- _Assignment_
The required output is the lines below from the line containing "<!-- secondary casing -->" to the line containing "<!-- one-way arrows -->", inclusive, retyped exactly. No other lines belong in it.

- _Stored data_

◇ ◇ ◇ ◇ ◇ ◇ ◇

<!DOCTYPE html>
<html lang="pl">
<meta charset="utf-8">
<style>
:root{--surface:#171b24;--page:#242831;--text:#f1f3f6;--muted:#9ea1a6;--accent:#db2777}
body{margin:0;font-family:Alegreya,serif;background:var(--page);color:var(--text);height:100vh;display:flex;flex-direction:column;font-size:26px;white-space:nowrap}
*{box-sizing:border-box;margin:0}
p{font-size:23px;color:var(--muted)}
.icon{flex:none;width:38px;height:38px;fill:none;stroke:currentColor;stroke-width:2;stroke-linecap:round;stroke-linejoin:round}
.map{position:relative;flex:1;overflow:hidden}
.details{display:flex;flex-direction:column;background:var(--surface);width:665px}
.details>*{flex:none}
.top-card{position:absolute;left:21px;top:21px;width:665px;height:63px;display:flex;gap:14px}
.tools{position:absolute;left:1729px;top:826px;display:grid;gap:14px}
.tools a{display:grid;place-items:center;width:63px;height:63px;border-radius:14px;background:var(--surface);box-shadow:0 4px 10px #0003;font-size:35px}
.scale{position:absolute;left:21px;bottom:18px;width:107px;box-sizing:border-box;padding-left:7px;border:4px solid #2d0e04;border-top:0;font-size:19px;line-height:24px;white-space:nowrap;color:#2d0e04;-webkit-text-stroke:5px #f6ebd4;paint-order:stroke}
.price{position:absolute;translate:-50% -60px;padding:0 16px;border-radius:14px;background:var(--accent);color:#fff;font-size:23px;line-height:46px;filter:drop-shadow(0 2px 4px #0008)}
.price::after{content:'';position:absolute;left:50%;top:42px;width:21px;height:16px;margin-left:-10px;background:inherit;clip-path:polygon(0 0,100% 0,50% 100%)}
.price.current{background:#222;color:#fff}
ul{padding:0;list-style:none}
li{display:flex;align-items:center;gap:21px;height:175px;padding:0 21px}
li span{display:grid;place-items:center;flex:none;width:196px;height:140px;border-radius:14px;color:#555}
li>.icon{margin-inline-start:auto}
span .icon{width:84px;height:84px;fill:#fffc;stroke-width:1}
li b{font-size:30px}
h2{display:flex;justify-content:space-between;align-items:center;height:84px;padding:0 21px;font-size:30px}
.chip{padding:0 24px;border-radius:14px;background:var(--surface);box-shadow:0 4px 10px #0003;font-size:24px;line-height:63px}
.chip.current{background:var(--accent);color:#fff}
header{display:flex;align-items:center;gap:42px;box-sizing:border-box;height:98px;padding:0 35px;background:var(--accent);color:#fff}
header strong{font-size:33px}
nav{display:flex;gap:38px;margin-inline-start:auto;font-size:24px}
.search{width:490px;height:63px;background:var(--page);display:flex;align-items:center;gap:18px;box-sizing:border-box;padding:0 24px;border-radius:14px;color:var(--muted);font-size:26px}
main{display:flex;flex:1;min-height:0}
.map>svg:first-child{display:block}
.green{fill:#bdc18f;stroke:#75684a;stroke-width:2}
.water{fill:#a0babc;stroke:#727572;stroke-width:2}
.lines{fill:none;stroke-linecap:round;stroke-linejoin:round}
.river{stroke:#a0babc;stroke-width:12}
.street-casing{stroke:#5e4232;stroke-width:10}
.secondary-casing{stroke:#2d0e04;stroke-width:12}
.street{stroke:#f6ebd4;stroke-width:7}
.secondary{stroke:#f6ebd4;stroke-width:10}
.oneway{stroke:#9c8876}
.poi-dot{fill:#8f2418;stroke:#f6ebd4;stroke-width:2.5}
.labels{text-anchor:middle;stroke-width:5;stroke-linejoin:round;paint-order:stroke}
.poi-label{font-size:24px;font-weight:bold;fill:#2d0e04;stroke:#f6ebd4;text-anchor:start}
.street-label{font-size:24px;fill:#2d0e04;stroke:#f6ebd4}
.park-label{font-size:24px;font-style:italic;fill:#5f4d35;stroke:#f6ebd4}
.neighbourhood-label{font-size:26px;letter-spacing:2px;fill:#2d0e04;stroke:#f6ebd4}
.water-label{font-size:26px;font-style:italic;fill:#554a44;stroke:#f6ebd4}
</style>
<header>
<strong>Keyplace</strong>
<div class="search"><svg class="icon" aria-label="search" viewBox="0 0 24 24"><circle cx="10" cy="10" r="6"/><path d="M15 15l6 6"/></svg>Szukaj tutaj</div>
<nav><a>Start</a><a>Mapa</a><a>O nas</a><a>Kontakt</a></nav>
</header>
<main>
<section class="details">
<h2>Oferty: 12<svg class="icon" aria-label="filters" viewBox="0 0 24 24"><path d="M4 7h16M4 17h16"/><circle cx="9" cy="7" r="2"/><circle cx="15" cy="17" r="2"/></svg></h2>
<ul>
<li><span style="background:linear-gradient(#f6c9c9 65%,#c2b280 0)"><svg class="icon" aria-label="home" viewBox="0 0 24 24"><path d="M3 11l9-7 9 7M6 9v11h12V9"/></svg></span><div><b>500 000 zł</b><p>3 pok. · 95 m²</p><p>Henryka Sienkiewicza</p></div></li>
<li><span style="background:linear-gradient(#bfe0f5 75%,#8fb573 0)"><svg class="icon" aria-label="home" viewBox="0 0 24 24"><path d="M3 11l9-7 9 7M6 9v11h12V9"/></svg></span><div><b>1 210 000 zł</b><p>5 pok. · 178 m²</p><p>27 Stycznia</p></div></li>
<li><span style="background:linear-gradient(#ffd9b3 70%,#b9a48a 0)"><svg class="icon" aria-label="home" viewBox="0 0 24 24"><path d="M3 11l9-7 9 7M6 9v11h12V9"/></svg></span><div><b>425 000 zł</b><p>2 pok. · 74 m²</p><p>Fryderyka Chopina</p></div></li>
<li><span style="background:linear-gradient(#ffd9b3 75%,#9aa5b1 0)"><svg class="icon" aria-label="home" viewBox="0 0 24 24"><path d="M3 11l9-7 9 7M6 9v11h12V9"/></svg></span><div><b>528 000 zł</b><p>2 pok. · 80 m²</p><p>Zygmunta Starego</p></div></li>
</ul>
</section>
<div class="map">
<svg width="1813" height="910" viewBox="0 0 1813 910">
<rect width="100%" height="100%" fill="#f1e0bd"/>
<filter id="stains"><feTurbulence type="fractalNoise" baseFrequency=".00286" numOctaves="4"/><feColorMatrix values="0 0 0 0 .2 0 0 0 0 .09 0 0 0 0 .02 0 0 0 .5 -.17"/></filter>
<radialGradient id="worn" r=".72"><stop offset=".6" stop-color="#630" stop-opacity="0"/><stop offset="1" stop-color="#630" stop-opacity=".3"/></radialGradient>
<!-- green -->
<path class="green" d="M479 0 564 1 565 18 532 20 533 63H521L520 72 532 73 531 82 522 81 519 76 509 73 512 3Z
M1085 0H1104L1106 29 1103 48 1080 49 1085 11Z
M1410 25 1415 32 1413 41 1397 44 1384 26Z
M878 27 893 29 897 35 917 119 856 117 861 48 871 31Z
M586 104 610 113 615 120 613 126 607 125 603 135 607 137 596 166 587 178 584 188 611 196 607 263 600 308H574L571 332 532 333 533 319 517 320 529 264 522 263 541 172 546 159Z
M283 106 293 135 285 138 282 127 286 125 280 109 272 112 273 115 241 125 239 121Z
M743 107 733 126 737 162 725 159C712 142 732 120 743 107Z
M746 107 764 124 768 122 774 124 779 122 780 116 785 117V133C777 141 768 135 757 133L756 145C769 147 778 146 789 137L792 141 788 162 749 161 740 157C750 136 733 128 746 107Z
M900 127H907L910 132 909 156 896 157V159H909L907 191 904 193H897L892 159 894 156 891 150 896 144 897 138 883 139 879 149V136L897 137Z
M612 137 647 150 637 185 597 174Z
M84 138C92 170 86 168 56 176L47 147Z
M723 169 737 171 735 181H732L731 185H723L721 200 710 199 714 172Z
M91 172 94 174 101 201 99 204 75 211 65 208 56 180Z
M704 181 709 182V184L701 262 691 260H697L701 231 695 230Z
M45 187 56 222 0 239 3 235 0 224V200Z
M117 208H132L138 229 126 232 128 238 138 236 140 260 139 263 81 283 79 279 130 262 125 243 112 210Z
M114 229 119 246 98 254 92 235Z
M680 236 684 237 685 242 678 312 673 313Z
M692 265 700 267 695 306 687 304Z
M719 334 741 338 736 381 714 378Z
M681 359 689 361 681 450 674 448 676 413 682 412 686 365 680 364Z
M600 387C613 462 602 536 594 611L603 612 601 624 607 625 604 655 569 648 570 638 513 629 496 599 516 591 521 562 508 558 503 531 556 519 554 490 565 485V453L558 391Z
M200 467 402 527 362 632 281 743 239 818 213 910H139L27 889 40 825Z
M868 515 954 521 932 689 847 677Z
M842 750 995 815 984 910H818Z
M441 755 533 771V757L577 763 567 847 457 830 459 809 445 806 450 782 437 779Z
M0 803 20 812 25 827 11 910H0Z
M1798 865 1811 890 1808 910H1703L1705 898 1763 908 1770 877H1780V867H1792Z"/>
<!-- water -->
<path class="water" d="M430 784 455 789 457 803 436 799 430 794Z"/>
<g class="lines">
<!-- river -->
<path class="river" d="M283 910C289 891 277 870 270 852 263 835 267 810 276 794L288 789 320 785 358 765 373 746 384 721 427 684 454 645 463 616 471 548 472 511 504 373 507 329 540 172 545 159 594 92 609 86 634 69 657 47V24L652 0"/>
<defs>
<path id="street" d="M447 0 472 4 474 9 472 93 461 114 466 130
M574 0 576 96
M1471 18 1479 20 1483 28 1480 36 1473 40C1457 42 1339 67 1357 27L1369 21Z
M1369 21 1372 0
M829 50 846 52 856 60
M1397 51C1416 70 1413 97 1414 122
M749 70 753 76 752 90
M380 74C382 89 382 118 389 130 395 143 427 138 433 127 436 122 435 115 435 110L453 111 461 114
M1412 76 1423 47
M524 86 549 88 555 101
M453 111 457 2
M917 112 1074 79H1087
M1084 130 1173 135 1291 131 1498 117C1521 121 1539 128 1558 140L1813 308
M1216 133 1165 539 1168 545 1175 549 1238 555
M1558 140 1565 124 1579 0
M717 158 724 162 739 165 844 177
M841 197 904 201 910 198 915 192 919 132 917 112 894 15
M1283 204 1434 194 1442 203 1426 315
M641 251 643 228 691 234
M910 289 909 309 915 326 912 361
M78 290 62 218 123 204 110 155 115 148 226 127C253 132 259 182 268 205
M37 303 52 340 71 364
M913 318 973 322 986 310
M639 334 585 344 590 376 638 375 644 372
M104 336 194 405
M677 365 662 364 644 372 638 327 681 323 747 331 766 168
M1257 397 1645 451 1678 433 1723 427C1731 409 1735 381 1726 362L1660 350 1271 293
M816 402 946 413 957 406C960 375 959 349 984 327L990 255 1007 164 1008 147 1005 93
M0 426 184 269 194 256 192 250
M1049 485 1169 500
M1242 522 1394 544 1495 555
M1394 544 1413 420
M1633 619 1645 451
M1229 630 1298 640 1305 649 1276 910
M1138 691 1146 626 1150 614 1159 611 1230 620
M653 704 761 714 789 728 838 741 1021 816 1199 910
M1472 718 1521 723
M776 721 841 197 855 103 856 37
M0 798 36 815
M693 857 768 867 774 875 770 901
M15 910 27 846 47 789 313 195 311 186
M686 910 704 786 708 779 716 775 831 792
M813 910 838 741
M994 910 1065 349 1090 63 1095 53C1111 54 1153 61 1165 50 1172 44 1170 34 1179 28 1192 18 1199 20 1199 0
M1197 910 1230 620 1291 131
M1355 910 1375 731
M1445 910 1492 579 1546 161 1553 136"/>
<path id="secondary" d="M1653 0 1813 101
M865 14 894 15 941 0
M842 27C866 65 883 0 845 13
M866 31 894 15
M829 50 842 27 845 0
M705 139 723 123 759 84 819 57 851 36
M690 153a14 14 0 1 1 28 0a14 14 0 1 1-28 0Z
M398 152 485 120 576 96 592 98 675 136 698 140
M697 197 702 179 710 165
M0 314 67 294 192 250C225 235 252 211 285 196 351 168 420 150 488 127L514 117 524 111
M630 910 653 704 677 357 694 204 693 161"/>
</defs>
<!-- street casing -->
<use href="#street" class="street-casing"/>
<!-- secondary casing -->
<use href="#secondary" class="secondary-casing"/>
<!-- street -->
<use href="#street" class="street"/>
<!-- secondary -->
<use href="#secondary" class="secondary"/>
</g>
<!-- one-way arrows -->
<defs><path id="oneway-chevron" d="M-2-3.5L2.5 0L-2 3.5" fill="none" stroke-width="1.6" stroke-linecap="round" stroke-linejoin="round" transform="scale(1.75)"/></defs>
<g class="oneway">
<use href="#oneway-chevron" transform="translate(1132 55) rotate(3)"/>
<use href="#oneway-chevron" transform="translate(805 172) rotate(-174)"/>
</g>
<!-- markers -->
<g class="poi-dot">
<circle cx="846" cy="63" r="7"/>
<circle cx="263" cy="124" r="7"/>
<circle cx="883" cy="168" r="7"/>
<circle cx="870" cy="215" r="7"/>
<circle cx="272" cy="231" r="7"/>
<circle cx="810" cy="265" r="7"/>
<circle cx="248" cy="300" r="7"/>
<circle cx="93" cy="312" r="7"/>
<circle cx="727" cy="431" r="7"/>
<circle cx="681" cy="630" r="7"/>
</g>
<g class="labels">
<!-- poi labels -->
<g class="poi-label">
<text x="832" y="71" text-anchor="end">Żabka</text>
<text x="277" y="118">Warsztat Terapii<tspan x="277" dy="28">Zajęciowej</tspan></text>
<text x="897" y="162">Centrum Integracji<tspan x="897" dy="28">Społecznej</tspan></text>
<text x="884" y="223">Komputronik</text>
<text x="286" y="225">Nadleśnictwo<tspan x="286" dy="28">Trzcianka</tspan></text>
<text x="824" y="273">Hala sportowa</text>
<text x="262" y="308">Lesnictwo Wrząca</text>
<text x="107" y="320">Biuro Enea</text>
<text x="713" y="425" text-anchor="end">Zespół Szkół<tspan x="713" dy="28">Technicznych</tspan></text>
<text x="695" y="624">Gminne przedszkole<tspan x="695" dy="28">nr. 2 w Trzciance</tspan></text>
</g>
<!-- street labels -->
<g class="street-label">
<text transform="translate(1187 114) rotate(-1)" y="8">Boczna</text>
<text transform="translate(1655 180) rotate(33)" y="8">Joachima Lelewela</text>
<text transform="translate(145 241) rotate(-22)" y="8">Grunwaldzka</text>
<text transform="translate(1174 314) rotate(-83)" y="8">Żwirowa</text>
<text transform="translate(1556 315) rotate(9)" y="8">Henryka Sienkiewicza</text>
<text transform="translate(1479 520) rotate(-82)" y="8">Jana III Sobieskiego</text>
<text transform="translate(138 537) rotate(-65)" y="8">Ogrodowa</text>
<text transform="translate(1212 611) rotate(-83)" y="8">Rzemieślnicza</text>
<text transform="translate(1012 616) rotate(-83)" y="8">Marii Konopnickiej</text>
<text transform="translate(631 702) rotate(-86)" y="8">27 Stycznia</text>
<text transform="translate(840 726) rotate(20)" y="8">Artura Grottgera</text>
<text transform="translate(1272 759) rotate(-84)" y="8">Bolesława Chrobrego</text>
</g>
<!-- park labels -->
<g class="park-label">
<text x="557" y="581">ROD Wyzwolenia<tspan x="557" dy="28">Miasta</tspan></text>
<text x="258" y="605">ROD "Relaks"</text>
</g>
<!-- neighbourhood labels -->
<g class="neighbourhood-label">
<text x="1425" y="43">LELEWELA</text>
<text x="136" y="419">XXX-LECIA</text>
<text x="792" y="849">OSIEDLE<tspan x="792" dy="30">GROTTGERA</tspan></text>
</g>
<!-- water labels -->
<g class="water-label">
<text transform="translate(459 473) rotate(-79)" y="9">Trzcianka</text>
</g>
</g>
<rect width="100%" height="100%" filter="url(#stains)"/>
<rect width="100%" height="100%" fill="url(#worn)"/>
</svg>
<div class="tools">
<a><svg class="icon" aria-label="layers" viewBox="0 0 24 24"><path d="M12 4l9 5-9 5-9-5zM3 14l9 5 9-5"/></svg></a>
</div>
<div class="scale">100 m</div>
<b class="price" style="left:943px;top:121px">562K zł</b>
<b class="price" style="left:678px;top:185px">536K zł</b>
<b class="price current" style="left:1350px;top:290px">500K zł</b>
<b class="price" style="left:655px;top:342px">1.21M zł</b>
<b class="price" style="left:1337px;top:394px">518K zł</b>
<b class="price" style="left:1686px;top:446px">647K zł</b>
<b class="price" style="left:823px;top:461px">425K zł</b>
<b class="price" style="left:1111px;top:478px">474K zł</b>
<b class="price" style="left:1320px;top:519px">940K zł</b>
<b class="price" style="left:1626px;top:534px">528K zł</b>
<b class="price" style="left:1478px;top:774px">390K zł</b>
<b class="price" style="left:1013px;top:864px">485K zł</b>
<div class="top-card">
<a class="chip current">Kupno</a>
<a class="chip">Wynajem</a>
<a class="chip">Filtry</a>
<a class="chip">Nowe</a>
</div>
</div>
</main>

◇ ◇ ◇ ◇ ◇ ◇ ◇

- _Written solution_
<!-- secondary casing -->
<use href="#secondary" class="secondary-casing"/>
<!-- street -->
<use href="#street" class="street"/>
<!-- secondary -->
<use href="#secondary" class="secondary"/>
</g>
<!-- one-way arrows -->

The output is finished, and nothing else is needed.